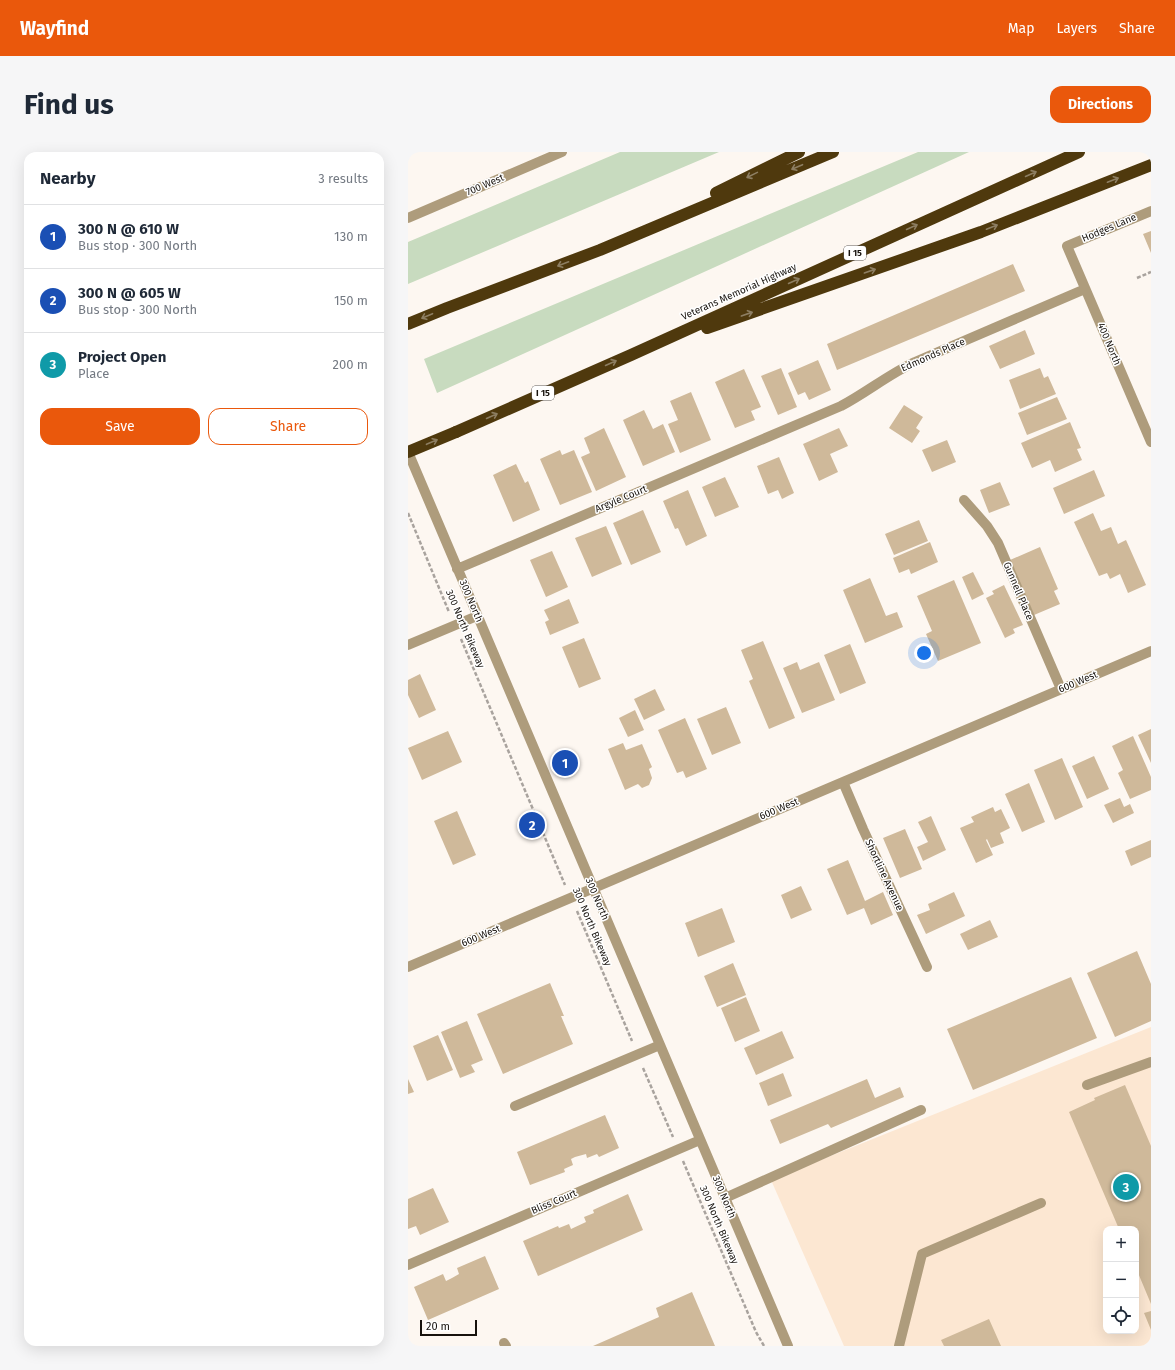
<!DOCTYPE html>
<html lang="en">
<head>
<meta charset="utf-8">
<style>
	body { margin:0; font-family:"Fira Sans",sans-serif; background:#f6f6f7; color:#1f2937 }
	.controls { position:absolute; right:12px; bottom:12px; display:grid; overflow:hidden; border-radius:8px; box-shadow:0 4px 16px #0002 }
	.controls button { width:36px; height:36px; display:grid; place-items:center; padding:0; border:0; border-bottom:1px solid #e0e1e3; background:#fff; color:#1f2937; font:20px sans-serif }
	.scale { position:absolute; left:12px; bottom:10px; width:57px; box-sizing:border-box; padding-left:4px; border:2px solid #17120d; border-top:0; font-size:11px; line-height:14px; white-space:nowrap; color:#17120d; -webkit-text-stroke:3px #fff; paint-order:stroke }
	.you { position:absolute; left:516px; top:501px; width:14px; height:14px; margin:-10px; border:3px solid #fff; border-radius:50%; background:#1a73e8; box-shadow:0 0 0 6px #1a73e833 }
	.badge { display:grid; place-items:center; width:26px; height:26px; border-radius:50%; background:#ea580c; color:#fff; font-size:13px; font-weight:700 }
	.pin { position:absolute; translate:-50% -50%; border:2px solid #fff; box-shadow:0 1px 4px #0006 }
	.list { margin:0; padding:0; list-style:none }
	h2 { display:flex; justify-content:space-between; align-items:center; height:52px; margin:0; padding:0 16px; font-size:17px }
	h2 small { font-size:13px; font-weight:400; color:#747a83 }
	.list li { display:grid; grid-template-columns:26px 1fr auto; gap:12px; align-items:center; box-sizing:border-box; height:64px; padding:0 16px; border-top:1px solid #e0e1e3 }
	.list b { display:block; font-size:15px; white-space:nowrap }
	.list p { margin:0; font-size:13px; white-space:nowrap; color:#747a83 }
	.list em { font-size:13px; font-style:normal; color:#747a83 }
	.actions { display:flex; gap:8px; padding:12px 16px }
	.actions a { flex:1; padding:9px 0; border:1px solid #ea580c; border-radius:12px; text-align:center; font-size:14px; color:#ea580c }
	.actions .main { background:#ea580c; color:#fff }
	.icon { flex:none; width:22px; height:22px; fill:none; stroke:currentColor; stroke-width:2; stroke-linecap:round; stroke-linejoin:round }
	.map { position:relative; flex:none; width:743px; height:1194px; overflow:hidden; border-radius:12px }
	header { display:flex; align-items:center; gap:24px; box-sizing:border-box; height:56px; padding:0 20px; background:#ea580c; color:#fff }
	header strong { font-size:19px }
	nav { display:flex; gap:22px; margin-inline-start:auto; font-size:14px }
	.intro { display:flex; align-items:center; justify-content:space-between; box-sizing:border-box; height:96px; padding:0 24px }
	h1 { margin:0; font-size:28px }
	.button { padding:10px 18px; border-radius:12px; background:#ea580c; color:#fff; font-size:14px; font-weight:700 }
	main { display:flex; gap:24px; padding:0 24px }
	aside { flex:1; background:#fff; border-radius:12px; box-shadow:0 4px 16px #0002 }
	.map>svg:first-child { display:block }
	.built { fill:#fce7d2; fill-rule:evenodd }
	.green { fill:#c8dbbf }
	.building { fill:#cfb99a }
	.lines { fill:none; stroke-linecap:round; stroke-linejoin:round }
	.path { stroke:#a9a39e; stroke-width:2.5; stroke-dasharray:4 2; stroke-linecap:butt }
	.minor { stroke:#ae9c7c; stroke-width:10 }
	.highway { stroke:#4f390d; stroke-width:12 }
	.highway-bridge { stroke:#4f390d; stroke-width:12 }
	.oneway { stroke:#8d7e62 }
	.labels { text-anchor:middle; dominant-baseline:central; stroke-width:3; stroke-linejoin:round; paint-order:stroke }
	.shield { fill:#fff; stroke:#5d5956; stroke-width:1 }
	.shield-label { font-size:9px; font-weight:bold; fill:#17120d }
	.street-label { font-size:10px; fill:#17120d; stroke:#fff }
</style>
</head>
<body>
<header>
<strong>Wayfind</strong>
<nav><a>Map</a><a>Layers</a><a>Share</a></nav>
</header>
<div class="intro"><h1>Find us</h1><a class="button">Directions</a></div>
<main>
<aside>
<h2>Nearby<small>3 results</small></h2>
<ul class="list">
<li><span class="badge" style="background:#1a4fb4">1</span><div><b>300 N @ 610 W</b><p>Bus stop · 300 North</p></div><em>130 m</em></li>
<li><span class="badge" style="background:#1a4fb4">2</span><div><b>300 N @ 605 W</b><p>Bus stop · 300 North</p></div><em>150 m</em></li>
<li><span class="badge" style="background:#0f9aa8">3</span><div><b>Project Open</b><p>Place</p></div><em>200 m</em></li>
</ul>
<div class="actions"><a class="main">Save</a><a>Share</a></div>
</aside>
<div class="map">
<svg width="743" height="1194" viewBox="0 0 743 1194">
	<rect width="100%" height="100%" fill="#fdf7f1"/>
	<path class="built" d="M743,875V1194H436L363,1028ZM698,1077H728V1179H698Z"/>
	<path class="green" d="M212,0H311L0,132V90Z
		M510,0H561L29,241L16,207Z"/>
	<path class="building" d="M743,79V101L735,82Z
		M605,112L617,139L429,218L419,192Z
		M617,178L627,202L592,217L581,194Z
		M410,208L423,238L401,248L397,240L390,243L380,221Z
		M373,216L389,255L370,263L353,224Z
		M632,216L636,226L640,224L648,242L612,257L601,228Z
		M336,217L353,255L343,259L347,268L327,276L307,230Z
		M283,240L303,288L272,301L260,272L270,268L262,249Z
		M649,245L659,267L619,283L610,261Z
		M496,253L515,265L508,276L512,279L504,291L481,276Z
		M236,258L245,277L255,272L267,300L235,314L215,268Z
		M662,270L673,296L669,297L674,308L647,320L642,308L624,316L613,291Z
		M196,276L218,325L188,339L173,305L182,301L176,286Z
		M431,276L440,294L422,302L430,320L411,329L395,292Z
		M539,288L548,310L524,320L514,298Z
		M152,298L154,303L166,298L184,340L152,353L132,307Z
		M371,305L386,341L374,347L370,338L360,342L349,314Z
		M108,312L117,331L120,329L132,358L105,370L85,323Z
		M686,318L697,344L656,362L645,336Z
		M317,325L331,355L307,365L294,335Z
		M592,330L602,353L581,361L572,338Z
		M280,338L299,384L278,394L270,376L267,377L255,349Z
		M235,358L253,400L223,413L205,371Z
		M685,361L693,379L703,375L710,392L718,388L738,433L720,441L712,422L702,427L699,421L691,424L666,370Z
		M511,368L520,389L486,403L477,382Z
		M198,374L214,412L184,425L167,386Z
		M522,390L530,410L503,422L501,417L491,421L485,406Z
		M632,395L650,437L646,439L652,452L626,463L602,408Z
		M144,399L160,435L138,445L122,408Z
		M565,420L576,442L564,448L554,425Z
		M462,426L478,464L489,460L495,475L457,491L435,438Z
		M546,428L573,491L530,509L518,482L524,479L509,444Z
		M596,433L615,473L605,477L607,481L597,486L578,446L586,442L584,439Z
		M161,447L171,471L142,483L137,470L141,468L136,458Z
		M176,486L193,527L171,536L154,495Z
		M355,489L387,566L361,577L341,529L345,527L333,498Z
		M442,492L458,531L432,542L416,503Z
		M389,510L392,518L411,510L427,548L394,561L375,516Z
		M12,522L28,558L11,566L0,543V528Z
		M247,537L257,558L236,568L226,547Z
		M318,555L333,591L304,603L289,567Z
		M227,558L236,578L220,585L211,566Z
		M277,566L299,617L278,626L275,619L269,621L250,578Z
		M743,577V611L730,583Z
		M40,579L54,610L14,628L0,596Z
		M725,584L743,625V638L722,647L710,621L715,618L704,594Z
		M215,591L218,598L234,592L244,615L241,617L244,626L241,633L234,636L230,632L217,638L200,597Z
		M686,604L701,637L679,647L664,614Z
		M654,606L675,655L647,668L626,618Z
		M621,631L637,670L614,680L597,642Z
		M712,646L716,655L722,652L726,661L705,671L696,653Z
		M585,655L587,660L593,657L602,676L592,681L596,691L583,696L579,687L578,688L585,703L568,711L552,676L566,670L563,665Z
		M49,659L68,703L45,713L26,669Z
		M523,664L538,698L515,709L509,695L520,690L510,670Z
		M497,677L514,717L492,726L475,686Z
		M743,688V705L723,714L717,699Z
		M440,708L457,749L475,740L485,763L463,773L456,756L439,763L419,717Z
		M393,734L404,758L383,767L373,743Z
		M546,740L557,764L518,782L509,763L522,758L520,752Z
		M314,756L327,790L290,805L277,771Z
		M582,768L590,785L560,798L552,782Z
		M729,799L743,832V869L707,885L679,821Z
		M325,811L338,843L309,855L296,824Z
		M663,825L689,886L565,938L539,877Z
		M142,831L156,864H153L165,892L95,922L69,862Z
		M338,845L352,879L327,890L313,856Z
		M59,869L75,908L63,913L67,920L52,926L33,880Z
		M374,879L386,906L348,923L336,896Z
		M30,883L45,918L19,929L5,894Z
		M375,921L384,944L360,954L351,931Z
		M0,927L6,940L0,942Z
		M459,927L467,946L492,935L496,945L423,976L420,972L372,992L362,968Z
		M717,933L743,994V1152L728,1116V1077H711L661,960L687,948L686,946Z
		M197,963L211,996L191,1005L189,1002L179,1006L178,1002L167,1005L163,1007L165,1013L156,1017L157,1020L122,1033L109,1000Z
		M25,1036L41,1070L12,1083L8,1074L0,1077V1047Z
		M220,1042L235,1078L130,1124L115,1089L150,1074L151,1076L161,1072L163,1077L178,1070L176,1065L186,1061L185,1058Z
		M77,1104L91,1137L20,1168L6,1135L35,1122L38,1129L44,1126L51,1122L49,1116Z
		M284,1140L307,1194H185L251,1165L248,1156Z
		M743,1159V1178L736,1161Z
		M581,1167L593,1194H536L533,1188Z"/>
	<g class="lines">
		<path class="path" d="M729,126L743,120
			M0,361L41,460
			M53,487L157,733
			M169,759L224,889
			M235,916L265,985
			M275,1009L348,1180L356,1194"/>
		<path class="minor" d="M743,59L659,94L743,290
			M0,66L154,0
			M0,300L380,1194
			M556,348L579,374L590,391L653,537
			M49,417L433,254C458,241 481,222 507,210L677,137
			M0,493L69,464
			M435,630L455,677L519,815
			M0,815L743,499
			M679,933L743,910
			M107,954L252,893
			M317,1046L513,958
			M0,1113L292,988
			M96,1191L98,1194
			M491,1194L514,1102L633,1051"/>
		<path class="highway" d="M308,41L391,0
			M0,172L39,156L192,98L425,0
			M299,176L573,80L743,13
			M48,280L223,203L671,0"/>
		<path class="highway-bridge" d="M0,300L48,280"/>
	</g>
	<defs><path id="oneway-shaft" d="M-6 0H5M1.5-3L5.5 0L1.5 3" fill="none" stroke-width="1.6" stroke-linecap="round" stroke-linejoin="round"/></defs>
	<g class="oneway">
		<use href="#oneway-shaft" transform="translate(389 15) rotate(157)"/>
		<use href="#oneway-shaft" transform="translate(623 22) rotate(-24)"/>
		<use href="#oneway-shaft" transform="translate(344 23) rotate(154)"/>
		<use href="#oneway-shaft" transform="translate(705 28) rotate(-21)"/>
		<use href="#oneway-shaft" transform="translate(504 75) rotate(-24)"/>
		<use href="#oneway-shaft" transform="translate(584 75) rotate(-21)"/>
		<use href="#oneway-shaft" transform="translate(155 112) rotate(159)"/>
		<use href="#oneway-shaft" transform="translate(462 119) rotate(-19)"/>
		<use href="#oneway-shaft" transform="translate(386 129) rotate(-24)"/>
		<use href="#oneway-shaft" transform="translate(339 162) rotate(-19)"/>
		<use href="#oneway-shaft" transform="translate(19 164) rotate(157)"/>
		<use href="#oneway-shaft" transform="translate(203 211) rotate(-24)"/>
		<use href="#oneway-shaft" transform="translate(84 264) rotate(-24)"/>
		<use href="#oneway-shaft" transform="translate(24 290) rotate(-23)"/>
	</g>
	<g class="labels">
		<g class="shield">
			<rect x="436" y="94" width="22" height="14" rx="3"/>
			<rect x="124" y="234" width="22" height="14" rx="3"/>
		</g>
		<g class="shield-label">
			<text x="447" y="101">I 15</text>
			<text x="135" y="241">I 15</text>
		</g>
		<g class="street-label">
			<text transform="translate(77 33) rotate(-23)">700 West</text>
			<text transform="translate(701 76) rotate(-23)">Hodges Lane</text>
			<text transform="translate(331 140) rotate(-24)">Veterans Memorial Highway</text>
			<text transform="translate(701 192) rotate(67)">400 North</text>
			<text transform="translate(525 203) rotate(-24)">Edmonds Place</text>
			<text transform="translate(213 347) rotate(-23)">Argyle Court</text>
			<text transform="translate(610 439) rotate(67)">Gunnell Place</text>
			<text transform="translate(63 449) rotate(67)">300 North</text>
			<text transform="translate(57 477) rotate(67)">300 North Bikeway</text>
			<text transform="translate(670 530) rotate(-23)">600 West</text>
			<text transform="translate(371 657) rotate(-23)">600 West</text>
			<text transform="translate(476 723) rotate(65)">Shortline Avenue</text>
			<text transform="translate(189 747) rotate(67)">300 North</text>
			<text transform="translate(184 775) rotate(67)">300 North Bikeway</text>
			<text transform="translate(73 784) rotate(-23)">600 West</text>
			<text transform="translate(316 1045) rotate(67)">300 North</text>
			<text transform="translate(146 1050) rotate(-23)">Bliss Court</text>
			<text transform="translate(311 1073) rotate(67)">300 North Bikeway</text>
		</g>
	</g>
</svg>
<div class="controls">
<button>+</button>
<button>−</button>
<button><svg class="icon" aria-label="locate" viewBox="0 0 24 24"><circle cx="12" cy="12" r="6"/><path d="M12 2v4M12 18v4M2 12h4M18 12h4"/></svg></button>
</div>
<div class="scale">20 m</div>
<div class="you"></div>
<div class="pin badge" style="left:157px;top:611px;background:#1a4fb4">1</div>
<div class="pin badge" style="left:124px;top:673px;background:#1a4fb4">2</div>
<div class="pin badge" style="left:718px;top:1035px;background:#0f9aa8">3</div>
</div>
</main>
</body>
</html>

> Exercise:
Among the entries above, locate the lines containing "M336,217L353,255L343,259L347,268L327,276L307,230Z" and "M389,510L392,518L411,510L427,548L394,561L375,516Z", and transcribe exactly those two lines and all lines between.

> Output for this exercise:
		M336,217L353,255L343,259L347,268L327,276L307,230Z
		M283,240L303,288L272,301L260,272L270,268L262,249Z
		M649,245L659,267L619,283L610,261Z
		M496,253L515,265L508,276L512,279L504,291L481,276Z
		M236,258L245,277L255,272L267,300L235,314L215,268Z
		M662,270L673,296L669,297L674,308L647,320L642,308L624,316L613,291Z
		M196,276L218,325L188,339L173,305L182,301L176,286Z
		M431,276L440,294L422,302L430,320L411,329L395,292Z
		M539,288L548,310L524,320L514,298Z
		M152,298L154,303L166,298L184,340L152,353L132,307Z
		M371,305L386,341L374,347L370,338L360,342L349,314Z
		M108,312L117,331L120,329L132,358L105,370L85,323Z
		M686,318L697,344L656,362L645,336Z
		M317,325L331,355L307,365L294,335Z
		M592,330L602,353L581,361L572,338Z
		M280,338L299,384L278,394L270,376L267,377L255,349Z
		M235,358L253,400L223,413L205,371Z
		M685,361L693,379L703,375L710,392L718,388L738,433L720,441L712,422L702,427L699,421L691,424L666,370Z
		M511,368L520,389L486,403L477,382Z
		M198,374L214,412L184,425L167,386Z
		M522,390L530,410L503,422L501,417L491,421L485,406Z
		M632,395L650,437L646,439L652,452L626,463L602,408Z
		M144,399L160,435L138,445L122,408Z
		M565,420L576,442L564,448L554,425Z
		M462,426L478,464L489,460L495,475L457,491L435,438Z
		M546,428L573,491L530,509L518,482L524,479L509,444Z
		M596,433L615,473L605,477L607,481L597,486L578,446L586,442L584,439Z
		M161,447L171,471L142,483L137,470L141,468L136,458Z
		M176,486L193,527L171,536L154,495Z
		M355,489L387,566L361,577L341,529L345,527L333,498Z
		M442,492L458,531L432,542L416,503Z
		M389,510L392,518L411,510L427,548L394,561L375,516Z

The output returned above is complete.